Go through the listing and copy each line that has the string "tools" in it.
*** Block opens ***
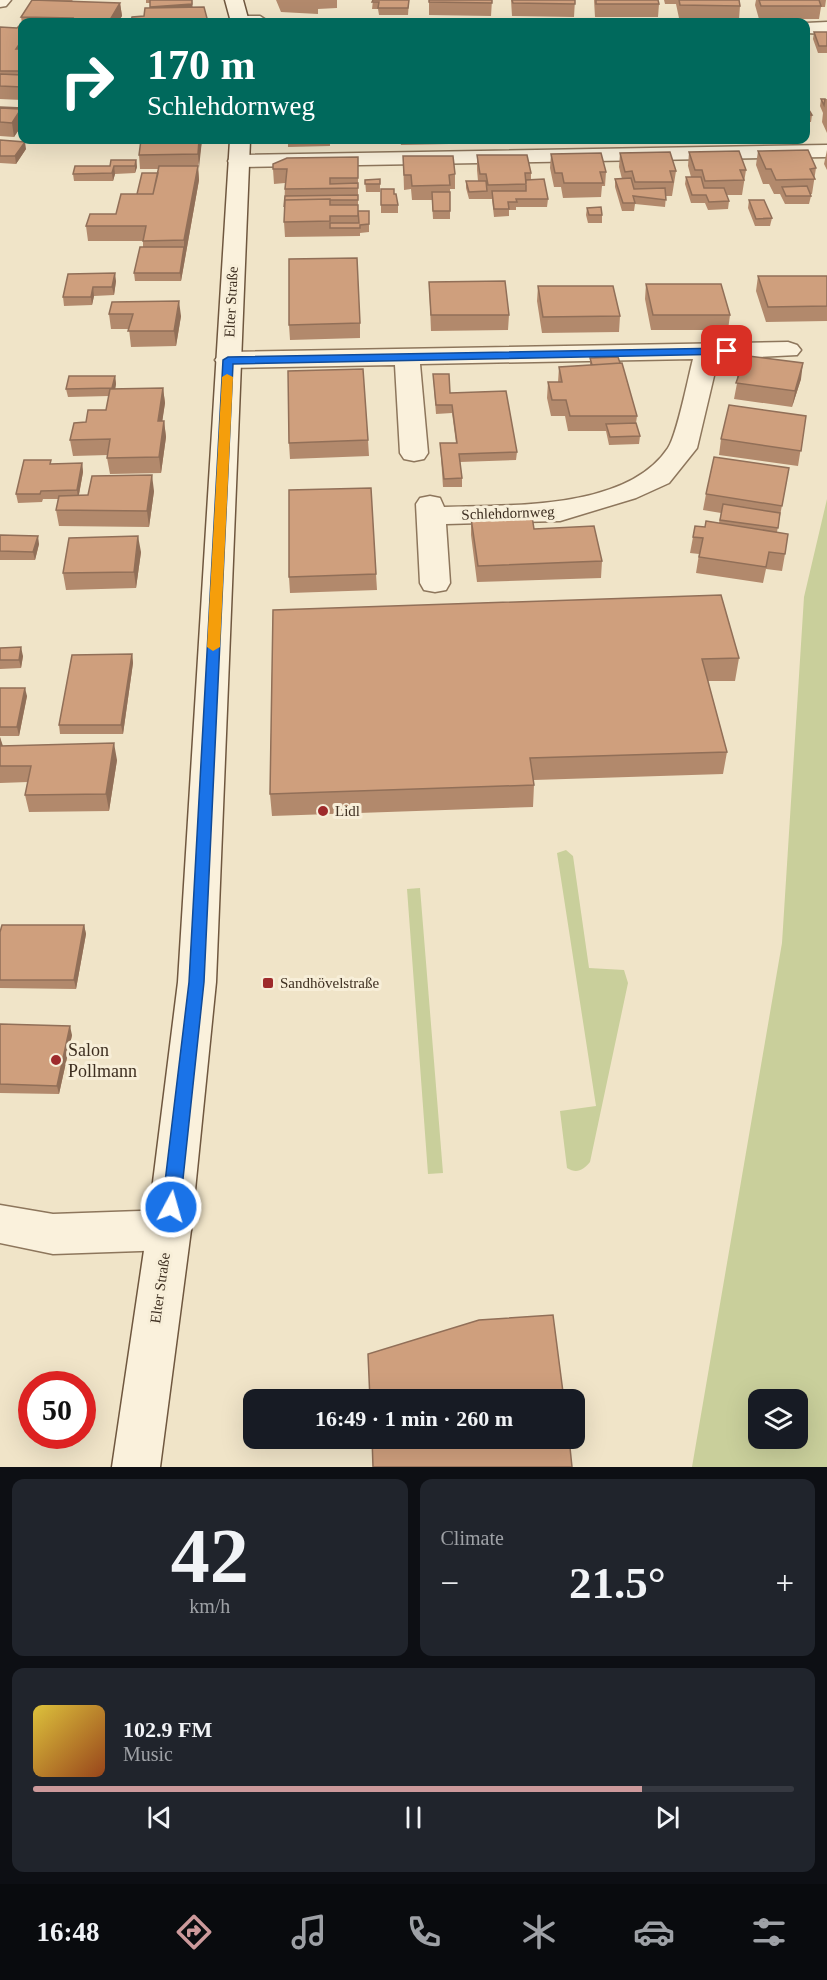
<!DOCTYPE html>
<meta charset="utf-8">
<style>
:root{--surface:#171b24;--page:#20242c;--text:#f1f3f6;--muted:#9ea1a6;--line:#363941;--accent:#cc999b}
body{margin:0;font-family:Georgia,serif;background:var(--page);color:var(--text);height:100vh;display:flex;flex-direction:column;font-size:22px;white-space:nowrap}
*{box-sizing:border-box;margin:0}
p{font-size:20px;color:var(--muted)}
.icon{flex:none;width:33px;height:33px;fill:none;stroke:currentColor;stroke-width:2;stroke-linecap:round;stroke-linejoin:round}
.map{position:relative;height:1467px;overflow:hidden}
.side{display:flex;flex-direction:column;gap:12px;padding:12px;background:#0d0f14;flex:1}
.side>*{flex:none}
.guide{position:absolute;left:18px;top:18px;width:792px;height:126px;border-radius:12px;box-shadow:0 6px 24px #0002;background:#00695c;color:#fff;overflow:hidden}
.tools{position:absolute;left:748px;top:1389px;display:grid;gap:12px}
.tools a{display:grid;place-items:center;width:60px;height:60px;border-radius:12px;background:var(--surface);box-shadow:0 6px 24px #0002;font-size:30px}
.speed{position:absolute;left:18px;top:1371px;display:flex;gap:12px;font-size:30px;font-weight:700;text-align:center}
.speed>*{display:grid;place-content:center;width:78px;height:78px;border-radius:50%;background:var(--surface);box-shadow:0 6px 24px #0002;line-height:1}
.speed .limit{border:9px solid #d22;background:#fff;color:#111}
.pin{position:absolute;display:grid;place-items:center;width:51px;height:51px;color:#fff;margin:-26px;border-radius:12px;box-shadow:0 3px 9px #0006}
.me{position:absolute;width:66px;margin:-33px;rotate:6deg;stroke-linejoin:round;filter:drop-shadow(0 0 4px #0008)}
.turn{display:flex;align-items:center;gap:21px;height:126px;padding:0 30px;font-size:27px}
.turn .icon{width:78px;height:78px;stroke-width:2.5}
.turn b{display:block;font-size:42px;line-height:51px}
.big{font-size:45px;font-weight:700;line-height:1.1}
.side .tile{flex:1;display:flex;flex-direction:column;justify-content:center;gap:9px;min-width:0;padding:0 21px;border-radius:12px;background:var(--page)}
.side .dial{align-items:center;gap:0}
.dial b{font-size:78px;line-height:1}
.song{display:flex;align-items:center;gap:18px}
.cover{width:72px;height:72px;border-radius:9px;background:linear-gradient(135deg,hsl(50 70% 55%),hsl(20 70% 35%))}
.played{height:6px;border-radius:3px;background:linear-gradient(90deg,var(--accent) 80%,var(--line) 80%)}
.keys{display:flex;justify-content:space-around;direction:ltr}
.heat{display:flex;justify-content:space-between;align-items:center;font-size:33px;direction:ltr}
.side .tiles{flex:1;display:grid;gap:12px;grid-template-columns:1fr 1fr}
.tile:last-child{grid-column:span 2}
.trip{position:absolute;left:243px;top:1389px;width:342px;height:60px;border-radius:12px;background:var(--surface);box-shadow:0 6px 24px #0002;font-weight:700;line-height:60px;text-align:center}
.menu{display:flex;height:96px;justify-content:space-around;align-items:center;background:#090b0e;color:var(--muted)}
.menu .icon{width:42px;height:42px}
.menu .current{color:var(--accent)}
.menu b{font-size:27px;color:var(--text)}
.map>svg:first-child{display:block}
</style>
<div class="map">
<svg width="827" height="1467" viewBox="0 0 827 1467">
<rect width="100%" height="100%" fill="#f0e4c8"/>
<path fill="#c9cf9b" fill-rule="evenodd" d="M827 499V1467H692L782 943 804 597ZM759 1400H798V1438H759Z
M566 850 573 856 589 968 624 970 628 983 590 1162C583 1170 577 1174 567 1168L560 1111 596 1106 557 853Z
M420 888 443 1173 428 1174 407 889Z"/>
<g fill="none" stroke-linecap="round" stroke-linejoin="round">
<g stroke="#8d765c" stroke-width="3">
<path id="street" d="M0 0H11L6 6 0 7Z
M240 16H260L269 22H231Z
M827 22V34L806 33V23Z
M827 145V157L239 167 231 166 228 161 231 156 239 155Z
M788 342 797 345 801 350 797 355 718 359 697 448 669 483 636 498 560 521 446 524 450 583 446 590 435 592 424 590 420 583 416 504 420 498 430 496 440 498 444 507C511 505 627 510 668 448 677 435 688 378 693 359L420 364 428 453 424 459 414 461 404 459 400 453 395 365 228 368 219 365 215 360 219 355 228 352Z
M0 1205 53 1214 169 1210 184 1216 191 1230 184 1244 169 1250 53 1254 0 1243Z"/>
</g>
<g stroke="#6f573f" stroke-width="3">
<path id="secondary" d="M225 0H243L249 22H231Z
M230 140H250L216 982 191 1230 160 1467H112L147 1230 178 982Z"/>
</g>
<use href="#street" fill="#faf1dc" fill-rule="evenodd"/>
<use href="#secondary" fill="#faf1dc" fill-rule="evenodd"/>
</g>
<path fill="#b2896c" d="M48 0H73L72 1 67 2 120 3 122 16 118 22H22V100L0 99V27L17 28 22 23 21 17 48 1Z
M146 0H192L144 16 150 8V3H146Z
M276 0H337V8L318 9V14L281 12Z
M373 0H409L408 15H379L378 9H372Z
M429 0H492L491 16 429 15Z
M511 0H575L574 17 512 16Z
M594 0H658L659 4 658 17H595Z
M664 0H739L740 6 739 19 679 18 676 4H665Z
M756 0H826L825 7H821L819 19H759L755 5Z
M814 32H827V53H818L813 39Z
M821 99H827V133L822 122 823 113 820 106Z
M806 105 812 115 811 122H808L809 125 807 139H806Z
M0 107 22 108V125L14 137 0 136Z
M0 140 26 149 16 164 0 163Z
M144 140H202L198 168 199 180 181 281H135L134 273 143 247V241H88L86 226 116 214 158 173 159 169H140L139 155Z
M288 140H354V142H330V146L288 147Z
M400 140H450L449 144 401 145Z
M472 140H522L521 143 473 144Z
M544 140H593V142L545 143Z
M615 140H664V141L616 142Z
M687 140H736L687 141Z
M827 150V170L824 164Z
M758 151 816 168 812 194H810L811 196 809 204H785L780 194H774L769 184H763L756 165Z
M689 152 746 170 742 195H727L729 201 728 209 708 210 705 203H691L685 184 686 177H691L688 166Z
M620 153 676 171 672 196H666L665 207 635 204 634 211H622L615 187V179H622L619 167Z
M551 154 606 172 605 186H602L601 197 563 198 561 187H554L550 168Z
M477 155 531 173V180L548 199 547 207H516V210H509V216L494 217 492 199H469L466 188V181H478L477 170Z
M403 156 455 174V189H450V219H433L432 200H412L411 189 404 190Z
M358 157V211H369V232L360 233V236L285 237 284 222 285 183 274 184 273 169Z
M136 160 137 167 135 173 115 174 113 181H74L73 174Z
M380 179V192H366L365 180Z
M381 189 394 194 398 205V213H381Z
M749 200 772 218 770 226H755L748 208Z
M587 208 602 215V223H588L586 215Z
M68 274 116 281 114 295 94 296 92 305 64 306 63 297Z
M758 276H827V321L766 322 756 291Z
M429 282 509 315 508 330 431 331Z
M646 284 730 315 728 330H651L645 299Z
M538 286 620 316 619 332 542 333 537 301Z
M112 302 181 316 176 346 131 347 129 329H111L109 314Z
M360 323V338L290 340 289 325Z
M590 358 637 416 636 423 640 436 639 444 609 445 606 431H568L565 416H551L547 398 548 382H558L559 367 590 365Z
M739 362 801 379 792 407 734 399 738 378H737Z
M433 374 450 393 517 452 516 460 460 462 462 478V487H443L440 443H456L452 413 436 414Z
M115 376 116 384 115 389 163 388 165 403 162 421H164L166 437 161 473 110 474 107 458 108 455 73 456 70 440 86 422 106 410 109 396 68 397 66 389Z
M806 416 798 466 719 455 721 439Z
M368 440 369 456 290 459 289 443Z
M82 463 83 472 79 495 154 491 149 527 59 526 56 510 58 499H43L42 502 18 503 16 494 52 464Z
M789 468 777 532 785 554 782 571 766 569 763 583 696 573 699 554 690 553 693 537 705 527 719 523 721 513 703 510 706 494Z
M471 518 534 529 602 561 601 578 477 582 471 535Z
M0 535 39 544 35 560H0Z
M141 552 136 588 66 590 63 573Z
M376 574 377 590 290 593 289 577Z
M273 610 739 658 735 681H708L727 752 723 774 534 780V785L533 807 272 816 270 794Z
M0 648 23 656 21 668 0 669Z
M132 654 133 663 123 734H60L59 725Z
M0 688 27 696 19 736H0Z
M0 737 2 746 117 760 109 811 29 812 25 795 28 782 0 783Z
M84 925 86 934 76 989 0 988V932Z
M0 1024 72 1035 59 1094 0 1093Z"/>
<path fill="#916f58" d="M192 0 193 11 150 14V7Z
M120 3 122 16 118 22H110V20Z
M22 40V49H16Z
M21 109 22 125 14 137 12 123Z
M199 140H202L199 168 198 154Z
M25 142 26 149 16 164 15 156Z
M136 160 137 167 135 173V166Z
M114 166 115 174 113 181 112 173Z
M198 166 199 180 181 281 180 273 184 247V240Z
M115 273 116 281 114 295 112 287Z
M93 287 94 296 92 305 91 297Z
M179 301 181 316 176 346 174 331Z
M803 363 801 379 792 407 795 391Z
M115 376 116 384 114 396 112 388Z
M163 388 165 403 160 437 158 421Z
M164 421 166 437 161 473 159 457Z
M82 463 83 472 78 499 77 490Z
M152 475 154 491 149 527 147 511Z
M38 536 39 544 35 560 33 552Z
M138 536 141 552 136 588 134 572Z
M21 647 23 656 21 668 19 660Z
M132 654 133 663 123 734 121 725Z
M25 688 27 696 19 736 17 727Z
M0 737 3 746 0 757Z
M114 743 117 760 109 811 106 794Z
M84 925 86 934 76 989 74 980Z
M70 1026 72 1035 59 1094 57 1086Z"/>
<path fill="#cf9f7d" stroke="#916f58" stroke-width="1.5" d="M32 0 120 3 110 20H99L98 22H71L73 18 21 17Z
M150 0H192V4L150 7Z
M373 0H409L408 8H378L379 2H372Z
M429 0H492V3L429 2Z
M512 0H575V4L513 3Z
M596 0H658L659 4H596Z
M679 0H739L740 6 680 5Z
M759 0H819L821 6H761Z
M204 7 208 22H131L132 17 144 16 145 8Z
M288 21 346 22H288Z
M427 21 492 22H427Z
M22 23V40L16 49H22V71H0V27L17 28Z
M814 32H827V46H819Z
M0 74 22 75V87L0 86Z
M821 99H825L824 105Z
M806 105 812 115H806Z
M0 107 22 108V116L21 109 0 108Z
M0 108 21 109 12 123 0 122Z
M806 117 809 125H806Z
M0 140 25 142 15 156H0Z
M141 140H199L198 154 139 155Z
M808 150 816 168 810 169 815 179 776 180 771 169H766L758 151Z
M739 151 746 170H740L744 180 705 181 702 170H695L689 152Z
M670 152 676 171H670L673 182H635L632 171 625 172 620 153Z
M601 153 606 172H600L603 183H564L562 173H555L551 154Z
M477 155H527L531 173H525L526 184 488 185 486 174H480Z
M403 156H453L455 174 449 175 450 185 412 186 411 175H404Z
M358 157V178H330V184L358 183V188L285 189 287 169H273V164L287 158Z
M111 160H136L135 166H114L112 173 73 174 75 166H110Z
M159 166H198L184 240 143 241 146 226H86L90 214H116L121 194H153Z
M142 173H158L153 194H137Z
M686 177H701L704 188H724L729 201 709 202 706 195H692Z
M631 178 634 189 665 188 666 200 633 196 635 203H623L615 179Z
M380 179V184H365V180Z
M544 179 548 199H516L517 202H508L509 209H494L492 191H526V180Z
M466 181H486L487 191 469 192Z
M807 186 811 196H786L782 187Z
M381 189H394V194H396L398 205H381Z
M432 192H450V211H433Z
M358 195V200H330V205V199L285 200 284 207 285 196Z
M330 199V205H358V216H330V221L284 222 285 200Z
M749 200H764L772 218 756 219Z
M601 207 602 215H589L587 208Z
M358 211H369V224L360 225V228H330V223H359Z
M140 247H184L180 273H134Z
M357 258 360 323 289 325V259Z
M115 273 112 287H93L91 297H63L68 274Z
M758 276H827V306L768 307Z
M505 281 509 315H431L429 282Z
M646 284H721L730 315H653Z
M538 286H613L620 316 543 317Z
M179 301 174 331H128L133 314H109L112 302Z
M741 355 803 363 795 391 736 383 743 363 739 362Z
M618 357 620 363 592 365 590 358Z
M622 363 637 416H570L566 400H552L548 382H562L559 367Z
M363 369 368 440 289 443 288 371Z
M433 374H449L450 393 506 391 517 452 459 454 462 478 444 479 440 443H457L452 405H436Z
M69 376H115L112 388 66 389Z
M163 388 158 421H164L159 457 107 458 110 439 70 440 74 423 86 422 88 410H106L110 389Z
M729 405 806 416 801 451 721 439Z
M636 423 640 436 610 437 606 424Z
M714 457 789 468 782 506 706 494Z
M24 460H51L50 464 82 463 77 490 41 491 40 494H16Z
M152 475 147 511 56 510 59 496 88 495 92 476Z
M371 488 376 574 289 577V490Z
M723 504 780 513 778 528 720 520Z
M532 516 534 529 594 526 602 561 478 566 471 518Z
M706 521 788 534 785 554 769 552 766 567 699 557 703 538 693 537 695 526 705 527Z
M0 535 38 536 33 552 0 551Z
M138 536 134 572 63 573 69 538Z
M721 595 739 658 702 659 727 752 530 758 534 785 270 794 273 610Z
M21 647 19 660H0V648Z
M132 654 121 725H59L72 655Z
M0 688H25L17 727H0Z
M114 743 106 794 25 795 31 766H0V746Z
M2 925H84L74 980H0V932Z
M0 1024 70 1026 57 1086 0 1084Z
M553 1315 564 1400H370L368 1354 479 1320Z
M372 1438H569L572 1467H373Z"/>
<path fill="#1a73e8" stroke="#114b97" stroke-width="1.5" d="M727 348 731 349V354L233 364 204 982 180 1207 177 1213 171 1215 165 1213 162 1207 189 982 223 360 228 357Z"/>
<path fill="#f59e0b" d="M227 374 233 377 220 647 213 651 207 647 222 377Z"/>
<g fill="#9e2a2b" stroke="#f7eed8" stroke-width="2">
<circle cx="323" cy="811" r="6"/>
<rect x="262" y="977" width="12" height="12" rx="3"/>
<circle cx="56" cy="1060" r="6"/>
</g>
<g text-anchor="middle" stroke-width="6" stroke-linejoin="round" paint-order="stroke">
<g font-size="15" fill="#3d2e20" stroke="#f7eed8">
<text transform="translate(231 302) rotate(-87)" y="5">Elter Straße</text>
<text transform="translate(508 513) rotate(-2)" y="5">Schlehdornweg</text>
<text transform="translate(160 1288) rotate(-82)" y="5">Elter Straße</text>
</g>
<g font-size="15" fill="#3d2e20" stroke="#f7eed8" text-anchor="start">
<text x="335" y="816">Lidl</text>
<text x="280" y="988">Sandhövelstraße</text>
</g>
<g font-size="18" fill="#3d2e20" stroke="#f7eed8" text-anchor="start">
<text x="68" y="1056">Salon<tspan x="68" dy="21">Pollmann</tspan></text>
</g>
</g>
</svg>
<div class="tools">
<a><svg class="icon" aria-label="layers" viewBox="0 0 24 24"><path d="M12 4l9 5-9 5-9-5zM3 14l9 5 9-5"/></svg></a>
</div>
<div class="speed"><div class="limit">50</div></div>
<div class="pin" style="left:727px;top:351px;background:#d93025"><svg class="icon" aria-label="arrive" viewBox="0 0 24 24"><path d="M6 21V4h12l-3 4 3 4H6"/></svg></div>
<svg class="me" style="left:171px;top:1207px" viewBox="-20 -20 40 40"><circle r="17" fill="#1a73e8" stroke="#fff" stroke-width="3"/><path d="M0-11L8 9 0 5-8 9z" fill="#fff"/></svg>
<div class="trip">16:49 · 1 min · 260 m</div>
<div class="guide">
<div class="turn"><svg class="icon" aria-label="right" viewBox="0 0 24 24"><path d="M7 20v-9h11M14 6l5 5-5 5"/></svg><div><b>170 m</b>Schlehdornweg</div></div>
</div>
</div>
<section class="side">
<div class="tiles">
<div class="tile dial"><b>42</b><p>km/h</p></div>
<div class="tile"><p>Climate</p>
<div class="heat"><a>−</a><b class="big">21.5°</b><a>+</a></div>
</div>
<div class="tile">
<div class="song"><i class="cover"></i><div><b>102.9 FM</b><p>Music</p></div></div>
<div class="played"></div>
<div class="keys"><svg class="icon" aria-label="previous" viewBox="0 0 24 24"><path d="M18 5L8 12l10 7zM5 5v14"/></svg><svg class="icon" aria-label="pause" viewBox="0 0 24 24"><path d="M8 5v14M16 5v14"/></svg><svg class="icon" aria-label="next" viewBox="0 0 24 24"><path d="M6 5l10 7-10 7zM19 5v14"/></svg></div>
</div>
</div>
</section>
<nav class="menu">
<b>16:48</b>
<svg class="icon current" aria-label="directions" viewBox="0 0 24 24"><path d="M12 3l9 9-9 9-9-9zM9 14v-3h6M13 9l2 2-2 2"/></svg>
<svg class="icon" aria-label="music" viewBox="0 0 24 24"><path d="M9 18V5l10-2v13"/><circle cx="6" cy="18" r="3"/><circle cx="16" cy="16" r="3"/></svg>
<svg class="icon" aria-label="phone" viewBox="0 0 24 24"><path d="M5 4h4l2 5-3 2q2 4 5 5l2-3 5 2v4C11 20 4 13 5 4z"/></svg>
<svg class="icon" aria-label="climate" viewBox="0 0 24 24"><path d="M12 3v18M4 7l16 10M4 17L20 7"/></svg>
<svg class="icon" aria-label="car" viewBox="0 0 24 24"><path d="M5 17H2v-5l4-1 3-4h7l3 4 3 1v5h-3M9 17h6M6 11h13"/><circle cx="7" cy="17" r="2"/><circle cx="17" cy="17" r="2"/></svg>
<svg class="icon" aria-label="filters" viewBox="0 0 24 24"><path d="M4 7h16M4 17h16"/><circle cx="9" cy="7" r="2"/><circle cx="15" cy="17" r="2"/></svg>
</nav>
*** Block closes ***
RESPONSE FOR THIS EXERCISE:
.tools{position:absolute;left:748px;top:1389px;display:grid;gap:12px}
.tools a{display:grid;place-items:center;width:60px;height:60px;border-radius:12px;background:var(--surface);box-shadow:0 6px 24px #0002;font-size:30px}
<div class="tools">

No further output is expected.